I didn’t want to do it that way. I was really tired of it.
Not only sleep training. Not only “cry it out.”
But also the whole idea of “good” and “bad” habits around sleep.

Anything related to changing a behavior.


I was tired of that obsession on what parents are doing good or wrong. I just wondered if we could just leave parents alone, offer them (back) the credit they truly deserve. I wanted to approach baby sleep in a family, in a way-more truthful approach.

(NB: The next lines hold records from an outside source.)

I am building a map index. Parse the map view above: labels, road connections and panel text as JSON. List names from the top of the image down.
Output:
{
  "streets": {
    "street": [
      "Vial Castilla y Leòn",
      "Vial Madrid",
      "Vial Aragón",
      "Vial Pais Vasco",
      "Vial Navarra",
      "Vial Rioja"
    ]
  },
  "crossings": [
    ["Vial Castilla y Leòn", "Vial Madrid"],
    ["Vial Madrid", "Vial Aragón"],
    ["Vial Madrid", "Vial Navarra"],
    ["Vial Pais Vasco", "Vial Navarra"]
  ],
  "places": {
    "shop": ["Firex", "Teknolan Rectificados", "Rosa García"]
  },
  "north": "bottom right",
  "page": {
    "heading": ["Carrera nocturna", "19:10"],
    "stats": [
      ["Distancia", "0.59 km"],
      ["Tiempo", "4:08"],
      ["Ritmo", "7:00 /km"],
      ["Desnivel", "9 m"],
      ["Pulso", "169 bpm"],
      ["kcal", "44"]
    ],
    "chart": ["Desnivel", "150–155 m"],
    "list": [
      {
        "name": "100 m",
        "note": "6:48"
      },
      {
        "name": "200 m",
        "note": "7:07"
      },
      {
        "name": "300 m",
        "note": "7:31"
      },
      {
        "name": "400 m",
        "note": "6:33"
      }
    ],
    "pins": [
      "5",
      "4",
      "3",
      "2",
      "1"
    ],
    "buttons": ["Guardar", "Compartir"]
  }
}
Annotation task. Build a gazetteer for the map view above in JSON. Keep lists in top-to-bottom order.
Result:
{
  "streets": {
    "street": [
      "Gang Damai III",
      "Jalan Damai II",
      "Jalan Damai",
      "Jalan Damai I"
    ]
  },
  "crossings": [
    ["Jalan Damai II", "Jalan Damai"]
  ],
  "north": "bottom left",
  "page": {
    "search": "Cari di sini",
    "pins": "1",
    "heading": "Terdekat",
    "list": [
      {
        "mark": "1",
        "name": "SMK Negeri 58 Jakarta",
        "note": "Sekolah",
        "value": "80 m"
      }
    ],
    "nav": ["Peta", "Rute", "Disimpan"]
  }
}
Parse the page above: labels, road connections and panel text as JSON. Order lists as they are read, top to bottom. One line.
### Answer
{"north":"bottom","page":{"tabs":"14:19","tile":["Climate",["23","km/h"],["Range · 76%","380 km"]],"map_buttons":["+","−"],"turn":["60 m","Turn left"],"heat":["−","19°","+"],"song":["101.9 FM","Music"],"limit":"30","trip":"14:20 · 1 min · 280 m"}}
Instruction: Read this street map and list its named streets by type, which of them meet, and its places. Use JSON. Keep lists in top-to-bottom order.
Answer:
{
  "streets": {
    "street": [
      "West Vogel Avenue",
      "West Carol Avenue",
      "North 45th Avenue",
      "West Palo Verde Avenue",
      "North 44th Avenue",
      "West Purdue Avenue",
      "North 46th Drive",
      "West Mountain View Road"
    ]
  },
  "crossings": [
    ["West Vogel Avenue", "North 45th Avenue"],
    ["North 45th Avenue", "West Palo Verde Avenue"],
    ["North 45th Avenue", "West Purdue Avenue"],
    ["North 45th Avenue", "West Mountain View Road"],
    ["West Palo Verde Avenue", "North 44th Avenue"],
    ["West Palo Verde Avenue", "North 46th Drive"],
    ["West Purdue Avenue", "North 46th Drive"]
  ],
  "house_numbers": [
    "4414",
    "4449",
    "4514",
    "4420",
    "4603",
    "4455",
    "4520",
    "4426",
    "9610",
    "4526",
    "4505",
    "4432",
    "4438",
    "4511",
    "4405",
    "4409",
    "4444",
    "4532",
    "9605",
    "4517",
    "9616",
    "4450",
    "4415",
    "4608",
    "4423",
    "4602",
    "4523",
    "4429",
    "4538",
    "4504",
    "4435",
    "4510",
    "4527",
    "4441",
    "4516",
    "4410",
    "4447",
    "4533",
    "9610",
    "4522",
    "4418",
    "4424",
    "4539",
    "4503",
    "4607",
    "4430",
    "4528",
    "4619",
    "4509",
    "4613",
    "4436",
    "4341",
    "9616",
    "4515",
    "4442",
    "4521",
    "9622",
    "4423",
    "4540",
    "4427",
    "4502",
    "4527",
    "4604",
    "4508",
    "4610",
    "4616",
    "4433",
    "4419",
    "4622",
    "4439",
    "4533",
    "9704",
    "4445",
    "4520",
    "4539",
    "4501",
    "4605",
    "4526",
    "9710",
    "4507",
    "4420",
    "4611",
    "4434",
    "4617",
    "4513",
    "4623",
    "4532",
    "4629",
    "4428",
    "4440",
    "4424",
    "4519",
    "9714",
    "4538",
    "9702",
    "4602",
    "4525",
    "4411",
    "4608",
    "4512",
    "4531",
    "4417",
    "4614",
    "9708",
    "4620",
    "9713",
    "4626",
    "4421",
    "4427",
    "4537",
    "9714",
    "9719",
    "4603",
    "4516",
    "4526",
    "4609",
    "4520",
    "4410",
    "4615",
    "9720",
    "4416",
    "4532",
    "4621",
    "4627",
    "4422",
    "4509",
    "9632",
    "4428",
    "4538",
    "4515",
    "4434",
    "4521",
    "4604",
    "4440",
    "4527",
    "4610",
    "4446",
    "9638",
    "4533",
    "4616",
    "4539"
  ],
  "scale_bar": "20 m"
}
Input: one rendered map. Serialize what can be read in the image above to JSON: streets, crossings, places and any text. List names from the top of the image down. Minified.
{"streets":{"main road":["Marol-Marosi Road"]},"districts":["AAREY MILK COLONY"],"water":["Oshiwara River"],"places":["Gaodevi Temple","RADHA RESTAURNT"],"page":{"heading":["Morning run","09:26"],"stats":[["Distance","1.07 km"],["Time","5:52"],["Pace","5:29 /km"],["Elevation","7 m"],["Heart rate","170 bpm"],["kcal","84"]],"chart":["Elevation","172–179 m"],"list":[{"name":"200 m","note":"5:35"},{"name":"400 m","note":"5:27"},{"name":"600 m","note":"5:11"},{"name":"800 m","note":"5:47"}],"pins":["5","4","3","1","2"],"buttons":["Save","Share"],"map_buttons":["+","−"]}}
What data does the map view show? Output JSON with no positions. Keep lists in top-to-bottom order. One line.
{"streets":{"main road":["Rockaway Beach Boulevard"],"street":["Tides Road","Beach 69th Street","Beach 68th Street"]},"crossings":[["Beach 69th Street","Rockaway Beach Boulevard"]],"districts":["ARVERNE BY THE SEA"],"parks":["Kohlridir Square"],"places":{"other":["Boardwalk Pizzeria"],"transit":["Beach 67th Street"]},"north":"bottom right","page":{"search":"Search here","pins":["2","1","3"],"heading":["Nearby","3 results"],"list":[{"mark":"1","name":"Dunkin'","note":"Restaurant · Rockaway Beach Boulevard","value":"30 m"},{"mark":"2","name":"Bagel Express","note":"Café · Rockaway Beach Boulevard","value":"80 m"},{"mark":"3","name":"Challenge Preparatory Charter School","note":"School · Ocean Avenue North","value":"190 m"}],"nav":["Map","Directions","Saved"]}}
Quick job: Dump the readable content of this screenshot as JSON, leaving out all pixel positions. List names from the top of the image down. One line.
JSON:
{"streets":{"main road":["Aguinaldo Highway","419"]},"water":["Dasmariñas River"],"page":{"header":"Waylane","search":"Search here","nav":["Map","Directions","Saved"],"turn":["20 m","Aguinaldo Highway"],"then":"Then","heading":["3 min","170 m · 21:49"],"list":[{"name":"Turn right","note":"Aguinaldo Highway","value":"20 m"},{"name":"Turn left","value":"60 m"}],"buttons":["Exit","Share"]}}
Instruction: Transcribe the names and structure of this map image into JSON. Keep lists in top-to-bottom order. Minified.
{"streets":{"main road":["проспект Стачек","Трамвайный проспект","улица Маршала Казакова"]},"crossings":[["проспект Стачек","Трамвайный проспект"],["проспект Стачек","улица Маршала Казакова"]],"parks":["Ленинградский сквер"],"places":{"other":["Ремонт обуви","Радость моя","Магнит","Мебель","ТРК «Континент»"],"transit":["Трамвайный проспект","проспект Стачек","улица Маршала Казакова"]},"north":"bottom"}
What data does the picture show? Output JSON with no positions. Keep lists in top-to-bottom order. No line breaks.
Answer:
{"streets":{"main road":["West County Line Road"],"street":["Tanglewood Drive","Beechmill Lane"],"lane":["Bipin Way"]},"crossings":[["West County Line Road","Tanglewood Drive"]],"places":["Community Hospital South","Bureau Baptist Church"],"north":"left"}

These ideas of sleep training and “good” and “bad” habits —it just didn’t sit right with me.
So I started to look deeper. And what I discovered… changed everything.

Does sleep training really work?
Does it actually help babies sleep longer?
And by the way — what is “longer”?

That’s how I landed into sleep biology.


What I’ve found out shifted my entire practice. Completely!

Because… of Hall's study.

DOES SLEEP TRAINING LIKE CRY IT OUT WORKS ?

They finally did a study that actually measured the results of behavioral approaches to help baby sleep.

 

Behavioral approach will be all the approaches that go from teaching parents what are the good and bad sleep associations, to the cry-it-out method.

Until recently, most studies on baby sleep relied on one main tool: the sleep diary. Parents were asked to manually note each time their baby woke during the night.

But this method had its limits. The diaries were often incomplete, and above all, due to the constant fatigue parents were under, their interpretation of when their baby was waking up was too subjective.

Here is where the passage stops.